Protein histidine methylation - molecular mechanisms and biological significance

Thousands of proteins perform tasks necessary for a cell, organ, or whole body to function. Some are enzymes that catalyze biochemical reactions, others are part of structures that give the cells their shape, whereas others again are involved in regulating the cell's processes or in transmitting signals in and between cells. Each protein consists of different amino acids that are joined together in a given order (this order is defined by the DNA sequence in the genes) and there are 20 different amino acids. The function of the proteins is further regulated and optimized by adding some additional chemical groups to the amino acids, e.g. methyl groups or phosphate groups. Protein methylation most often occurs on the amino acids called arginine and lysine, and is performed by specialized enzymes, called methyltransferases. So far, protein methylation has been most studied for so-called histone proteins, which are a major component of the chromosomes.
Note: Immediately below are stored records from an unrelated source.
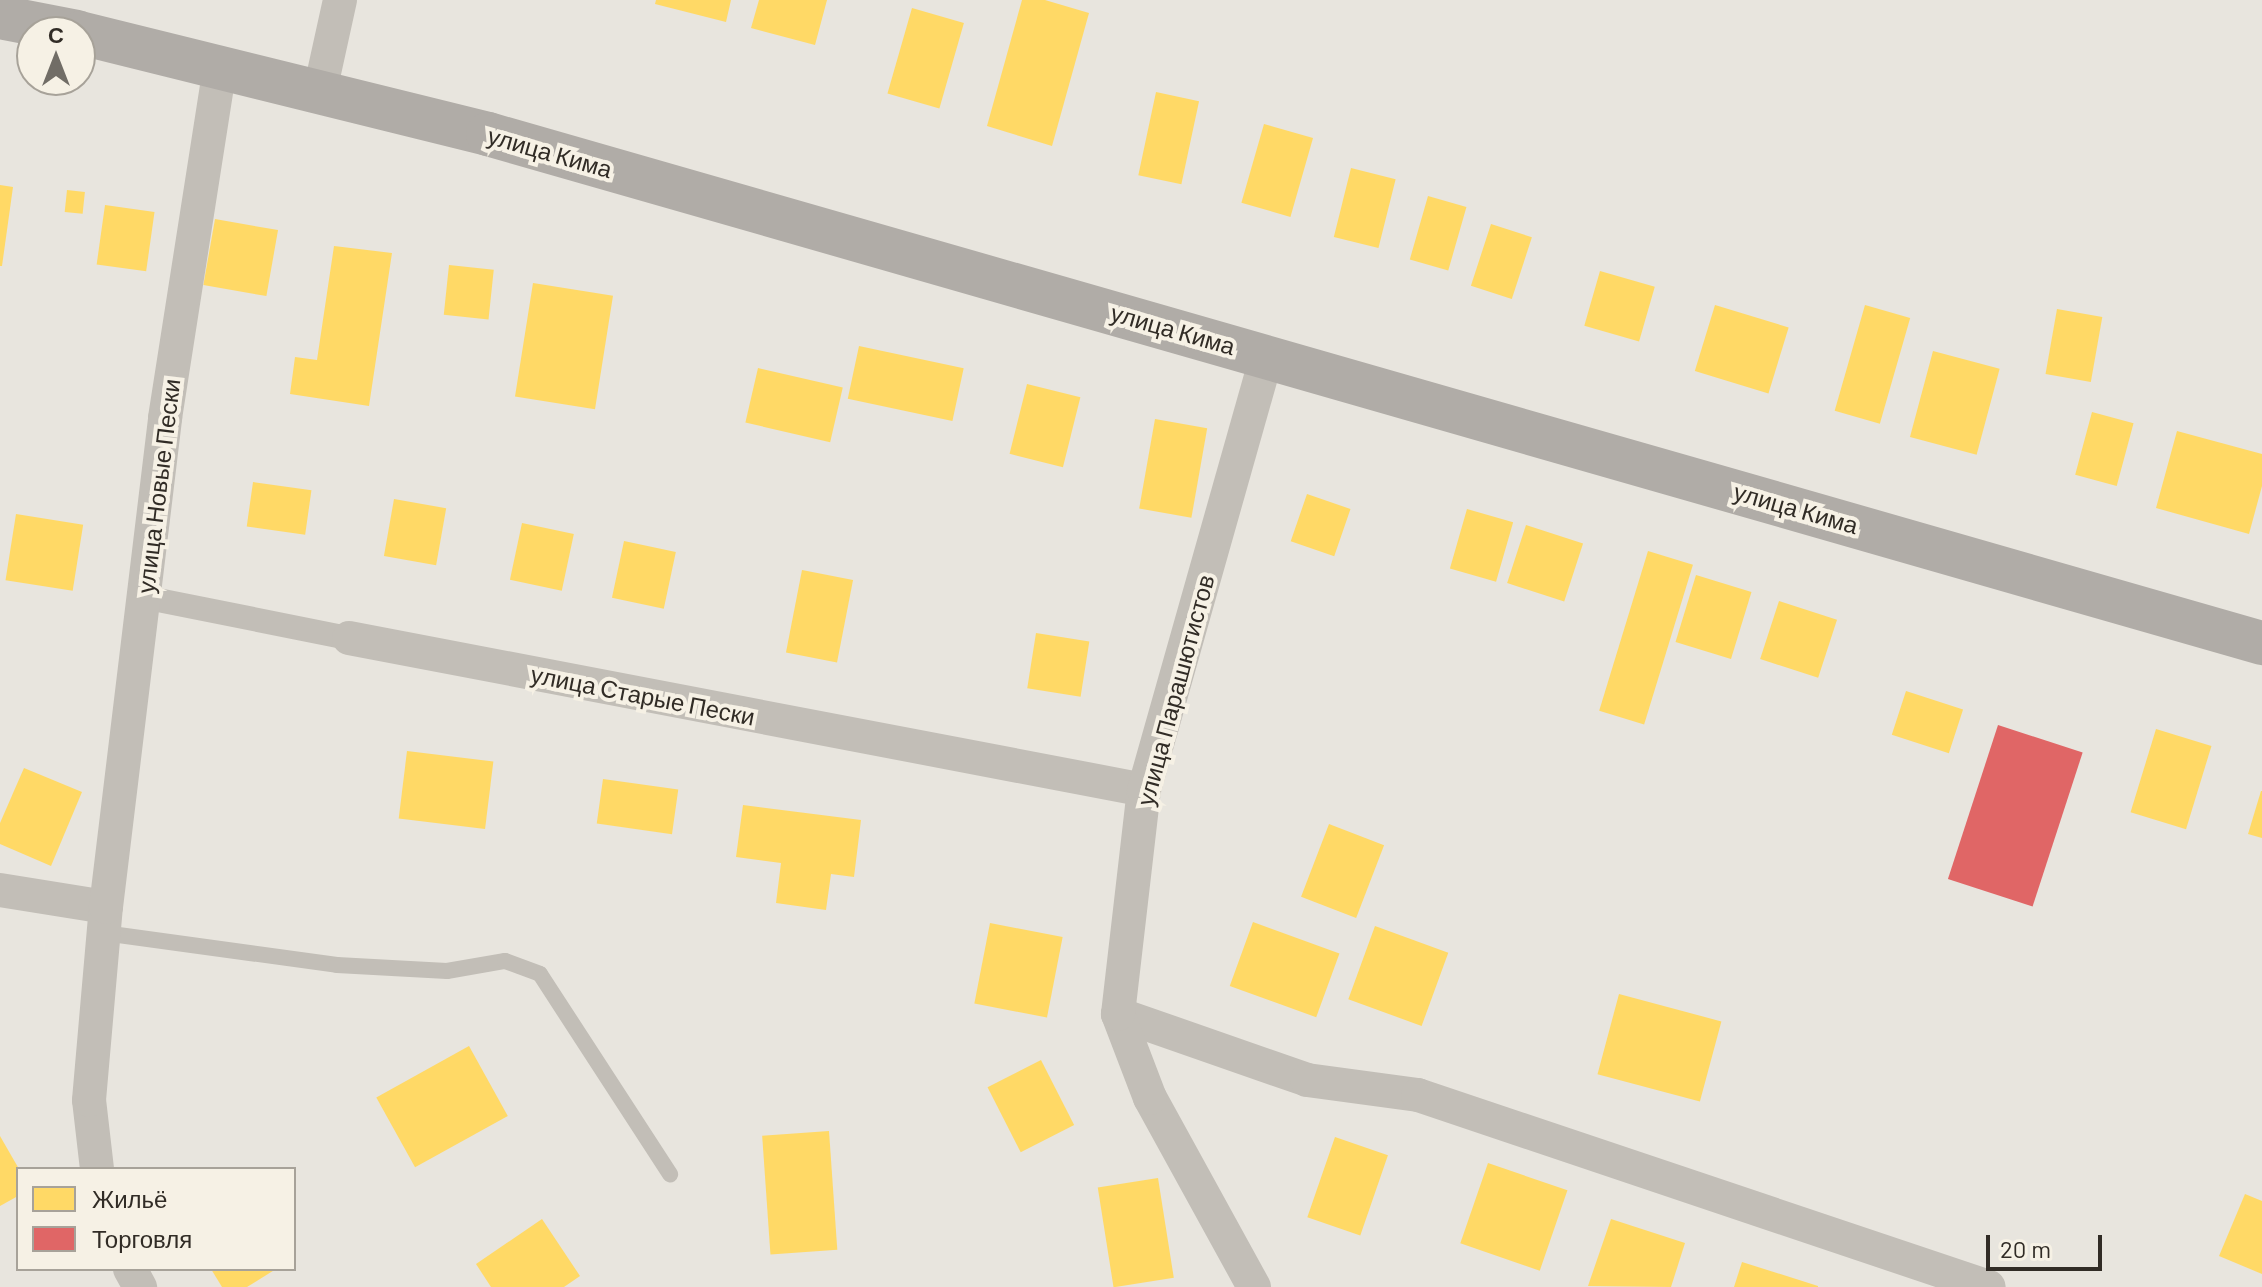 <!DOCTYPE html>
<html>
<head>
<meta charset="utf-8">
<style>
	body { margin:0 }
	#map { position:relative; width:2262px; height:1287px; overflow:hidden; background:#e8e5de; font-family:Barlow,sans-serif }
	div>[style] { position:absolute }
	.homes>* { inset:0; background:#ffd966; transform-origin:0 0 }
	.shops>* { inset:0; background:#e06666; transform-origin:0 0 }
	.service>* { height:16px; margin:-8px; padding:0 8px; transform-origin:8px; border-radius:8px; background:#c2beb7 }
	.pedestrian>* { height:24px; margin:-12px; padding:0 12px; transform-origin:12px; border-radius:12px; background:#c2beb7 }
	.minor>* { height:34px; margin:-17px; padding:0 17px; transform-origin:17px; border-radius:17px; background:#c2beb7 }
	.primary>* { height:44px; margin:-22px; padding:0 22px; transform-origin:22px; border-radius:22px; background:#b0aca7 }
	span { translate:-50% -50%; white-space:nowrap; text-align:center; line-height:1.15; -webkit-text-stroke:8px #f6f1e5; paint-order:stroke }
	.street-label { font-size:24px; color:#312c26 }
	.legend { position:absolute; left:16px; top:1167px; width:280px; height:104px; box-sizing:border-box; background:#f6f1e5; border:2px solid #a7a299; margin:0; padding:10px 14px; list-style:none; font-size:24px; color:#312c26 }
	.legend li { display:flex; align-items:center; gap:16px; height:40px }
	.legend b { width:40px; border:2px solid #a7a299 }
	.north { position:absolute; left:16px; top:16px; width:80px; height:80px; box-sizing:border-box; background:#f6f1e5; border:2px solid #a7a299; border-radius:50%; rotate:0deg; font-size:22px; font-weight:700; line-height:32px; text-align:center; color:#312c26 }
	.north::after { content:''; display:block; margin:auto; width:28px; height:36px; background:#716d66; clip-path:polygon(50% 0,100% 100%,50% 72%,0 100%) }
	.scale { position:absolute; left:1986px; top:1235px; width:116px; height:36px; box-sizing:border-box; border:4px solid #312c26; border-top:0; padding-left:10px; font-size:24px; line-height:28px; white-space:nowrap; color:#312c26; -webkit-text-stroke:6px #f6f1e5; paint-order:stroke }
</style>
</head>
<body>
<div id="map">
	<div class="homes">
		<div style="clip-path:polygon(656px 0,731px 0,726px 22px,655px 4px)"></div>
		<div style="clip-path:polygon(759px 0,827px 0,815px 45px,751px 28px)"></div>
		<div style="clip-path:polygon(1022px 0,1045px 0,1089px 13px,1052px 146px,987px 126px)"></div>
		<div style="left:912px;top:8px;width:54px;height:89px;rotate:16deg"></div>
		<div style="left:1156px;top:92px;width:44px;height:85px;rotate:12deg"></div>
		<div style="left:1264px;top:124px;width:51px;height:82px;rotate:16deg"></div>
		<div style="left:1351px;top:168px;width:46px;height:71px;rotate:14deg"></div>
		<div style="clip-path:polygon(0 185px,13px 187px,2px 266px,0 266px)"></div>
		<div style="left:67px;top:190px;width:18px;height:22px;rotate:6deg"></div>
		<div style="left:1428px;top:196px;width:40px;height:66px;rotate:16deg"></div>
		<div style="left:105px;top:205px;width:50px;height:60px;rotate:8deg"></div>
		<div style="left:215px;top:219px;width:64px;height:67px;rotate:10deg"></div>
		<div style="left:1491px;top:224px;width:43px;height:65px;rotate:18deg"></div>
		<div style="clip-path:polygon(334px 246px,392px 253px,369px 406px,290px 394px,295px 357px,317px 360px)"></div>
		<div style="left:449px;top:265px;width:45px;height:50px;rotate:6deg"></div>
		<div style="left:1600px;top:271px;width:57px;height:57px;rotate:16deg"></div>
		<div style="left:533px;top:283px;width:81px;height:115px;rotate:9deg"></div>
		<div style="left:1715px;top:305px;width:77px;height:69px;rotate:17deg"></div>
		<div style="left:1865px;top:305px;width:47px;height:110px;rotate:16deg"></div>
		<div style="left:2057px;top:309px;width:46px;height:66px;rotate:10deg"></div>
		<div style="left:859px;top:346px;width:107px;height:54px;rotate:12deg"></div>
		<div style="left:1933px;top:351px;width:69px;height:89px;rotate:15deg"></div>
		<div style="left:758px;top:368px;width:87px;height:56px;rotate:13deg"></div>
		<div style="left:1027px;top:384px;width:55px;height:72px;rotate:14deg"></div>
		<div style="left:2092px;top:412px;width:43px;height:65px;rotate:15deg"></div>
		<div style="left:1155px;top:419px;width:53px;height:91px;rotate:10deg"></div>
		<div style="clip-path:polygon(2177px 431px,2262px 454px,2262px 486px,2249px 534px,2156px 508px)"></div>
		<div style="left:253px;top:482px;width:59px;height:45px;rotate:8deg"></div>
		<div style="left:1307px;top:494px;width:46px;height:50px;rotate:19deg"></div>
		<div style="left:394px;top:499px;width:53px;height:58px;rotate:10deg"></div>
		<div style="left:1467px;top:509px;width:48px;height:62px;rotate:16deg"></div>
		<div style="left:16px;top:514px;width:68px;height:67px;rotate:9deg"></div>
		<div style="left:522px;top:523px;width:53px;height:58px;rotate:12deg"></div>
		<div style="left:1526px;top:525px;width:60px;height:61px;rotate:18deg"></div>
		<div style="left:624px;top:541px;width:53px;height:58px;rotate:12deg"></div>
		<div style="left:1648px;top:551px;width:47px;height:167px;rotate:17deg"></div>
		<div style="left:802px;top:570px;width:52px;height:84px;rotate:11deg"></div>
		<div style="left:1696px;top:575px;width:58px;height:70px;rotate:17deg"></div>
		<div style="left:1779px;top:601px;width:61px;height:61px;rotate:18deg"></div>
		<div style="left:1036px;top:633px;width:54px;height:56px;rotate:9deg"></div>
		<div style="left:1906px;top:691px;width:60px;height:46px;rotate:18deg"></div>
		<div style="left:2156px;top:729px;width:58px;height:87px;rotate:17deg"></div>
		<div style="left:407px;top:751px;width:87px;height:68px;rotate:7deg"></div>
		<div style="clip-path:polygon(24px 768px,82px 792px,51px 866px,0 844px,0 823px)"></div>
		<div style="left:603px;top:779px;width:76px;height:45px;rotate:8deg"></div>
		<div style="clip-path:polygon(2261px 791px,2262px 791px,2262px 838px,2248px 834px)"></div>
		<div style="clip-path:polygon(743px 805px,861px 820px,854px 877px,831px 874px,826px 910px,776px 903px,781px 863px,736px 857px)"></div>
		<div style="left:1329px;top:824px;width:59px;height:78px;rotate:21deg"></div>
		<div style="left:1253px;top:922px;width:92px;height:68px;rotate:20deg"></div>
		<div style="left:990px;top:923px;width:74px;height:82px;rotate:11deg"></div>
		<div style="left:1375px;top:926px;width:78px;height:78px;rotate:20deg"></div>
		<div style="left:1619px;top:994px;width:106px;height:83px;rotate:15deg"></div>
		<div style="left:469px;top:1046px;width:80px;height:106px;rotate:61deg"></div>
		<div style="left:1041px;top:1060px;width:73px;height:60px;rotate:63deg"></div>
		<div style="left:829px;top:1131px;width:119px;height:67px;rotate:86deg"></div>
		<div style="clip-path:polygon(0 1136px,19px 1169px,18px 1196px,0 1206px)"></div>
		<div style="left:1335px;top:1137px;width:56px;height:85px;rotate:19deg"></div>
		<div style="left:1488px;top:1163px;width:84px;height:85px;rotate:19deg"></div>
		<div style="left:1158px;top:1178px;width:101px;height:61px;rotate:81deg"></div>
		<div style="clip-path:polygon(2245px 1194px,2262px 1201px,2262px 1274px,2219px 1256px)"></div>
		<div style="clip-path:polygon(542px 1219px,580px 1276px,564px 1287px,491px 1287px,476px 1264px)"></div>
		<div style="clip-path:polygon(1611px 1219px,1685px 1243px,1671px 1287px,1588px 1286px)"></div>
		<div style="clip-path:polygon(1742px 1262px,1818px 1286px,1818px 1287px,1734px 1287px)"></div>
		<div style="clip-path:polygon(211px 1269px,276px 1269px,247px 1287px,222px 1287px)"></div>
	</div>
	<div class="shops">
		<div style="left:1998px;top:725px;width:89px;height:162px;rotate:18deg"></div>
	</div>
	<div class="service">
		<div style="left:104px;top:933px;width:235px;rotate:7.8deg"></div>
		<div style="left:337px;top:965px;width:110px;rotate:3.1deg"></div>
		<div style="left:447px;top:971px;width:59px;rotate:-9.8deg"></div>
		<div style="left:505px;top:961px;width:37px;rotate:20deg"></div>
		<div style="left:540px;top:974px;width:239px;rotate:57deg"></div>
	</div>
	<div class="pedestrian">
		<div style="left:143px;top:597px;width:210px;rotate:11.3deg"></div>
	</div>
	<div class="minor">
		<div style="left:320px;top:91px;width:93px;rotate:-77.6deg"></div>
		<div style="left:349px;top:638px;width:809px;rotate:10.82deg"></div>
		<div style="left:0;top:890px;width:107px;rotate:9.1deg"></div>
		<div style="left:1118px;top:1014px;width:200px;rotate:19.2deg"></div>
		<div style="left:1307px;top:1080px;width:112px;rotate:7.7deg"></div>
		<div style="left:1418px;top:1095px;width:602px;rotate:18.59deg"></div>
		<div style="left:97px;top:1169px;width:69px;rotate:-96.6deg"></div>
		<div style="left:89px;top:1100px;width:194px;rotate:-85deg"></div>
		<div style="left:106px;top:907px;width:493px;rotate:-83.1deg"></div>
		<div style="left:165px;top:418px;width:355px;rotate:-81.1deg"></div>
		<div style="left:130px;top:1269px;width:21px;rotate:61deg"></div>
		<div style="left:1254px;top:1287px;width:216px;rotate:-118.8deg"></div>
		<div style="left:1150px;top:1098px;width:90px;rotate:-110.9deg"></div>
		<div style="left:1118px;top:1014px;width:226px;rotate:-83.4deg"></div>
		<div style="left:1144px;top:790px;width:452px;rotate:-74.2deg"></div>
	</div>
	<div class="primary">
		<div style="left:0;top:17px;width:78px;rotate:11deg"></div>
		<div style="left:80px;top:33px;width:420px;rotate:13.9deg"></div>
		<div style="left:488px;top:134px;width:1846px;rotate:16.01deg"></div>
	</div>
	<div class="street-label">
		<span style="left:550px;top:152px;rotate:16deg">улица Кима</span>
		<span style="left:1173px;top:329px;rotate:16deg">улица Кима</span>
		<span style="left:158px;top:486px;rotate:-83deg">улица Новые Пески</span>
		<span style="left:1796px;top:508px;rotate:16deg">улица Кима</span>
		<span style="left:1175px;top:690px;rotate:-75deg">улица Парашютистов</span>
		<span style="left:643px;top:695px;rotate:11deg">улица Старые Пески</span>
	</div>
	<ul class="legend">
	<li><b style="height:22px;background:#ffd966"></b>Жильё</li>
	<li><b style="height:22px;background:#e06666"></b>Торговля</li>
	</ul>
	<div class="north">С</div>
	<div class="scale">20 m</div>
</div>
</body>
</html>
Histone methylation was shown to be important in epigenetics, i.e. to regulate how chromosomes are organized and whether genes are turned on or off. In this project, we will study another type of protein methylation, namely that of the amino acid histidine. Histidine methylation was discovered over 50 years ago, but few details have been known, and it is now understood that this is more important and more common than previously thought. We recently discovered a new methyltransferase that performs histidine methylation in human cells, and we have also found that proteins that take part in many of the body's important processes (e.g., energy conversion, transport of trace elements and immune systems) are subject to histidine methylation. In this project, we will both explore the biological significance of histidine methylation, and we will try to identify new methyltransferases involved in this. In the longer term, this project could have an impact on the development of new treatment methods and diagnostic tools for disease. We recently published two research articles that describe two novel histidine methyltransferases in humans (only one such enzyme was described previously).
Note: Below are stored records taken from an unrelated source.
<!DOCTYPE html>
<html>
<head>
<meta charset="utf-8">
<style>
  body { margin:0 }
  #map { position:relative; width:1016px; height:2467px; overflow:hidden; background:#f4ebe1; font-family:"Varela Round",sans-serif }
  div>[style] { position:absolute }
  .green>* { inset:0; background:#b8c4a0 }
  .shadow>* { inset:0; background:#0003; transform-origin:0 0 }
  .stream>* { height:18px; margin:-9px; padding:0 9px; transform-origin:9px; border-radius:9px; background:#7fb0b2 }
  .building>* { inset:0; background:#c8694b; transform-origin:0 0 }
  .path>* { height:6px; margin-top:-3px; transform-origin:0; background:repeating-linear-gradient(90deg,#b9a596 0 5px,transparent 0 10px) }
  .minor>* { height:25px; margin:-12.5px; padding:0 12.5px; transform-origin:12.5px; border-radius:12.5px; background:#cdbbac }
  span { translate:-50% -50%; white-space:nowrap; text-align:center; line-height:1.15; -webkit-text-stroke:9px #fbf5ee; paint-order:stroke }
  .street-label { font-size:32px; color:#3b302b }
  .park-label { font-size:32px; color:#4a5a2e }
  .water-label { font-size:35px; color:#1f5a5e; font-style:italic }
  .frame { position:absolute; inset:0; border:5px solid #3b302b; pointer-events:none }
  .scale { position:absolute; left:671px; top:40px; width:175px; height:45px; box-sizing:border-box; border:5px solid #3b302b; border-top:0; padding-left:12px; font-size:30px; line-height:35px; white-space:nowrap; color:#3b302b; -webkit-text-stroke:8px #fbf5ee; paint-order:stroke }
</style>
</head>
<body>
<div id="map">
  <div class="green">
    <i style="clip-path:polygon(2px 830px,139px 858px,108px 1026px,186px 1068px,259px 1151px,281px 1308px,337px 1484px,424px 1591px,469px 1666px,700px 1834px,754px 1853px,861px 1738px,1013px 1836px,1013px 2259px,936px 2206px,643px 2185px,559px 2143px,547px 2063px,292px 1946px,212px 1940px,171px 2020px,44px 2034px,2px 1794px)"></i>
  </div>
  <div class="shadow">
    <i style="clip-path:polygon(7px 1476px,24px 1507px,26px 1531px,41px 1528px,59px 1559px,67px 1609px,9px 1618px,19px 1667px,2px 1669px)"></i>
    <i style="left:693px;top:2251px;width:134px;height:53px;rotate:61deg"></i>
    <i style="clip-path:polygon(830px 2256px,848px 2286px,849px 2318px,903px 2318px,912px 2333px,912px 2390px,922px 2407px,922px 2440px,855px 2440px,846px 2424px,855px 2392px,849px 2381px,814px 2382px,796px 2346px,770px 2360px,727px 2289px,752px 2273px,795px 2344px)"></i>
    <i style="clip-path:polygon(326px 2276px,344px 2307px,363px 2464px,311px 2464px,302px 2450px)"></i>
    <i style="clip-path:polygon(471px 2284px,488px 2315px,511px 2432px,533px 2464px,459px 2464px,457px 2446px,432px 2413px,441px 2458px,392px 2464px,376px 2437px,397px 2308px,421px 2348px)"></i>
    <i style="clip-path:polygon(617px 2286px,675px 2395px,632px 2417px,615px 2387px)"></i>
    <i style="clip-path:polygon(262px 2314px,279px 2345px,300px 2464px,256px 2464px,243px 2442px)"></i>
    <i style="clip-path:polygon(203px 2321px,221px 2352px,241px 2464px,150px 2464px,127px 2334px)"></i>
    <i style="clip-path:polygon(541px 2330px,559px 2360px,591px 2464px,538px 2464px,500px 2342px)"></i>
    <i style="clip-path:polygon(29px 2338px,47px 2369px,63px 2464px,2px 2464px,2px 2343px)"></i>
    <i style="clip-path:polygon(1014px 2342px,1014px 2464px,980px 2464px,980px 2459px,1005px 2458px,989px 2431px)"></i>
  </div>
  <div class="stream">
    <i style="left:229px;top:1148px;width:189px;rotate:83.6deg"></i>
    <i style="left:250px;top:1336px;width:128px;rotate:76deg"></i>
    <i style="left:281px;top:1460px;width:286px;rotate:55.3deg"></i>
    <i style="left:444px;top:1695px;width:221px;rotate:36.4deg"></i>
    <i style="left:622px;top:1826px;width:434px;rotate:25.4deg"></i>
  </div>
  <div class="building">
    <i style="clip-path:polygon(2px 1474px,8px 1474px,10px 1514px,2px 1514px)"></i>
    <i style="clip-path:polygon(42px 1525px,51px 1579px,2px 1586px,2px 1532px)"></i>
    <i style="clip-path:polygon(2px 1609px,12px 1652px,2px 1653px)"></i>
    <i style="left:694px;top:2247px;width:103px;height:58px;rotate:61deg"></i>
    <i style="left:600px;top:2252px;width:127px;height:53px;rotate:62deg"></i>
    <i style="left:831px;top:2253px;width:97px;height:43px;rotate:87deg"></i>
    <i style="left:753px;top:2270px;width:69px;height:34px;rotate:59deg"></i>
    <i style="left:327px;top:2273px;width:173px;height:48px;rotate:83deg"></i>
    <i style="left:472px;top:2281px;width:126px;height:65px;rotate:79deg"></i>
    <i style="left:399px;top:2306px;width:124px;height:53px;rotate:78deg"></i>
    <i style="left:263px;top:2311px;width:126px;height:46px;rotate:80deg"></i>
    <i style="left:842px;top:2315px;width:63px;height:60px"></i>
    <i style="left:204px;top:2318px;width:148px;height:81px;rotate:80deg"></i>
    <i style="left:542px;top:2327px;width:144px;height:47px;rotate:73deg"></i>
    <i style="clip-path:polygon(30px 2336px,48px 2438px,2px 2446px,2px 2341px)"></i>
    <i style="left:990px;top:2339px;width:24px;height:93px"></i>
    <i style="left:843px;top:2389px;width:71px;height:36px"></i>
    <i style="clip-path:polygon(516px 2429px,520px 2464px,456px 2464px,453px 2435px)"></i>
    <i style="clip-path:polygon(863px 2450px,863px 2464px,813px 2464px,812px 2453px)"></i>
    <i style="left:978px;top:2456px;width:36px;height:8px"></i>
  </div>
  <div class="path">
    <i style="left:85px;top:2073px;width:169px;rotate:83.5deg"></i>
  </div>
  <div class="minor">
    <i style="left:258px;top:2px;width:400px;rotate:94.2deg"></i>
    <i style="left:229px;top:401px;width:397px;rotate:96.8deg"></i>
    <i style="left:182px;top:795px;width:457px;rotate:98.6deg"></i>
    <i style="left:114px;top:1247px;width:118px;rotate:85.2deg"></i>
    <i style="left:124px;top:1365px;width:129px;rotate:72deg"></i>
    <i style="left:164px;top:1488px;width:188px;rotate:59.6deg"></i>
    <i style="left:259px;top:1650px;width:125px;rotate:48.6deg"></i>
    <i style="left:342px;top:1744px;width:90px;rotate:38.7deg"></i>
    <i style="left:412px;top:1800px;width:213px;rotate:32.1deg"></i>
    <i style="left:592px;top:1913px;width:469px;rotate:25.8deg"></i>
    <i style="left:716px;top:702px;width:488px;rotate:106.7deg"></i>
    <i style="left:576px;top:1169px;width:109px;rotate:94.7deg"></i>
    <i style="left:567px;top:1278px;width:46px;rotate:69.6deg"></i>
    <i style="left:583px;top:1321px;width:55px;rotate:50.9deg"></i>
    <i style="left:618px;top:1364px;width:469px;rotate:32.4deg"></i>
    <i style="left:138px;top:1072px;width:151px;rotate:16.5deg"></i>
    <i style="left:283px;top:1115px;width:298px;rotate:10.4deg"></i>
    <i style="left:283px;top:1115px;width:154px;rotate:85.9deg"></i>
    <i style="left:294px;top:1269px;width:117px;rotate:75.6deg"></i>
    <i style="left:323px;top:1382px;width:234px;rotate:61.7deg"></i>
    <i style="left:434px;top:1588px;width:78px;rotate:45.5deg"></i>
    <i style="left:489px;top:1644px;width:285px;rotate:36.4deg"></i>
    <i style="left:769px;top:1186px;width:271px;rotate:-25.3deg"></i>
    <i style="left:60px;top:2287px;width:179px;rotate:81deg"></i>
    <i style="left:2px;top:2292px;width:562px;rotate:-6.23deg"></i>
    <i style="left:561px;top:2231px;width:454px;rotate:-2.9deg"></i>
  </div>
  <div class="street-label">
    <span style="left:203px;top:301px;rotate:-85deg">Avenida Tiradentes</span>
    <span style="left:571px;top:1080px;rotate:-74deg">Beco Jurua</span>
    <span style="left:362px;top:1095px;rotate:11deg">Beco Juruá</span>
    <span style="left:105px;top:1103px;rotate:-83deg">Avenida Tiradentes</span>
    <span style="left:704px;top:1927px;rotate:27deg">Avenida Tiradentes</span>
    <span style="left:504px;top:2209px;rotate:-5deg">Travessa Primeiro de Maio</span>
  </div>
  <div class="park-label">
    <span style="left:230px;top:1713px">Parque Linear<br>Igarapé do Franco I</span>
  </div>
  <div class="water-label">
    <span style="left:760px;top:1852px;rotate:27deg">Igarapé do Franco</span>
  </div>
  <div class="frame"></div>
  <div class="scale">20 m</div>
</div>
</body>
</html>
The function of a protein is largely determined by its amino acid sequence, defined by the DNA sequence of the encoding gene. In addition, protein function can be further regulated or optimized by the attachment of small chemical modifications to the amino acids, such as methylations and phosphorylations. Protein methylation is introduced by highly specific methyltransferase (MTase) enzymes, and occurs most frequently on the amino acids arginine and lysine, but can also be found on other amino acids. So-called histone proteins are associated with DNA in chromosomes, and lysine methylations on histones are important regulators of gene expression and chromosome packing. We have during the last decade discovered various novel MTases enzymes involved in protein lysine methylation, but will here focus on another amino acid, namely histidine. Protein histidine methylation was first reported about 50 years ago, but still remains largely unexplored. However, we have recently discovered (unpublished findings) a novel human MTase that methylates histidines in proteins, and histidine methylation appears to be a relatively frequent protein modification. The project will encompass the identification of novel MTases involved in protein histidine methylation in humans, and also investigate how methylation may affect the targeted protein and relevant cellular processes. In particular, histidines in proteins are frequently involved in binding certain metals, such as zinc, and there are indications that histidine methylation may modulate zinc-binding proteins. Therefore, we will also explore the possibility that histidine methylation represents a novel mechanism for regulating cellular zinc homeostasis, which is a tightly regulated process. Many MTases have been shown to be mutated or perturbed in human disease, and obtaining novel insights into the mechanisms and functional consequences of protein histidine methylation in humans may have important applications within medicine.